- _Problem requirements_
Set down all of the records word for word.
Start of Records shown
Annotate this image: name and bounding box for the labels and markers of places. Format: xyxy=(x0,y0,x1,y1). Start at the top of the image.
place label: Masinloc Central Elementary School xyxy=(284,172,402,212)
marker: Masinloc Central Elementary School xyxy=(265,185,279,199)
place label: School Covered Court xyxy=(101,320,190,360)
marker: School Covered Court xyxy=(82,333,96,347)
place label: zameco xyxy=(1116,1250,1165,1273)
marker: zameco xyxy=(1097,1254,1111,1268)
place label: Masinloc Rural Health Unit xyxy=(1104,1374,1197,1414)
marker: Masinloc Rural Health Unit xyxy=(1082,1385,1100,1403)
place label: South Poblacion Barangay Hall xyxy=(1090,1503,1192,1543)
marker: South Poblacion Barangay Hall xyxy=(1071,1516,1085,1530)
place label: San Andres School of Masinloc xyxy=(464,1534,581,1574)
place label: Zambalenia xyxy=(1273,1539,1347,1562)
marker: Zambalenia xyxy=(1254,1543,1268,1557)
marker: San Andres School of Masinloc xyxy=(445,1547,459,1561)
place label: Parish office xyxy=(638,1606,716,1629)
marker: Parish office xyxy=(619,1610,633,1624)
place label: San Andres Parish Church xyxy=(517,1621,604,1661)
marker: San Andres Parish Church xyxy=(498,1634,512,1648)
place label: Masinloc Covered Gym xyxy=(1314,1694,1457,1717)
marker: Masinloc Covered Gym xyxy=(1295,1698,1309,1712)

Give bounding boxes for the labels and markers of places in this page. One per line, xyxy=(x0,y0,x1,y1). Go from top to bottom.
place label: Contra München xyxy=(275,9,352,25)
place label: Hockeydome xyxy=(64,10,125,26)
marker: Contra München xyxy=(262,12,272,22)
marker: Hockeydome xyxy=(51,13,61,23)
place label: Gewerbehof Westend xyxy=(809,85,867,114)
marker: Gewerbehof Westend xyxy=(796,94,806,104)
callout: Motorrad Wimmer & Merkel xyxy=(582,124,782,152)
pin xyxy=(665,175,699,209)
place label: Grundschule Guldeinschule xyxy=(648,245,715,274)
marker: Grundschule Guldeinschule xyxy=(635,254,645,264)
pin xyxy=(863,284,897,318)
End of Records shown
- _Your solution_
Annotate this image: name and bounding box for the labels and markers of places. Format: xyxy=(x0,y0,x1,y1). Start at the top of the image.
place label: Masinloc Central Elementary School xyxy=(284,172,402,212)
marker: Masinloc Central Elementary School xyxy=(265,185,279,199)
place label: School Covered Court xyxy=(101,320,190,360)
marker: School Covered Court xyxy=(82,333,96,347)
place label: zameco xyxy=(1116,1250,1165,1273)
marker: zameco xyxy=(1097,1254,1111,1268)
place label: Masinloc Rural Health Unit xyxy=(1104,1374,1197,1414)
marker: Masinloc Rural Health Unit xyxy=(1082,1385,1100,1403)
place label: South Poblacion Barangay Hall xyxy=(1090,1503,1192,1543)
marker: South Poblacion Barangay Hall xyxy=(1071,1516,1085,1530)
place label: San Andres School of Masinloc xyxy=(464,1534,581,1574)
place label: Zambalenia xyxy=(1273,1539,1347,1562)
marker: Zambalenia xyxy=(1254,1543,1268,1557)
marker: San Andres School of Masinloc xyxy=(445,1547,459,1561)
place label: Parish office xyxy=(638,1606,716,1629)
marker: Parish office xyxy=(619,1610,633,1624)
place label: San Andres Parish Church xyxy=(517,1621,604,1661)
marker: San Andres Parish Church xyxy=(498,1634,512,1648)
place label: Masinloc Covered Gym xyxy=(1314,1694,1457,1717)
marker: Masinloc Covered Gym xyxy=(1295,1698,1309,1712)

Give bounding boxes for the labels and markers of places in this page. One per line, xyxy=(x0,y0,x1,y1). Go from top to bottom.
place label: Contra München xyxy=(275,9,352,25)
place label: Hockeydome xyxy=(64,10,125,26)
marker: Contra München xyxy=(262,12,272,22)
marker: Hockeydome xyxy=(51,13,61,23)
place label: Gewerbehof Westend xyxy=(809,85,867,114)
marker: Gewerbehof Westend xyxy=(796,94,806,104)
callout: Motorrad Wimmer & Merkel xyxy=(582,124,782,152)
pin xyxy=(665,175,699,209)
place label: Grundschule Guldeinschule xyxy=(648,245,715,274)
marker: Grundschule Guldeinschule xyxy=(635,254,645,264)
pin xyxy=(863,284,897,318)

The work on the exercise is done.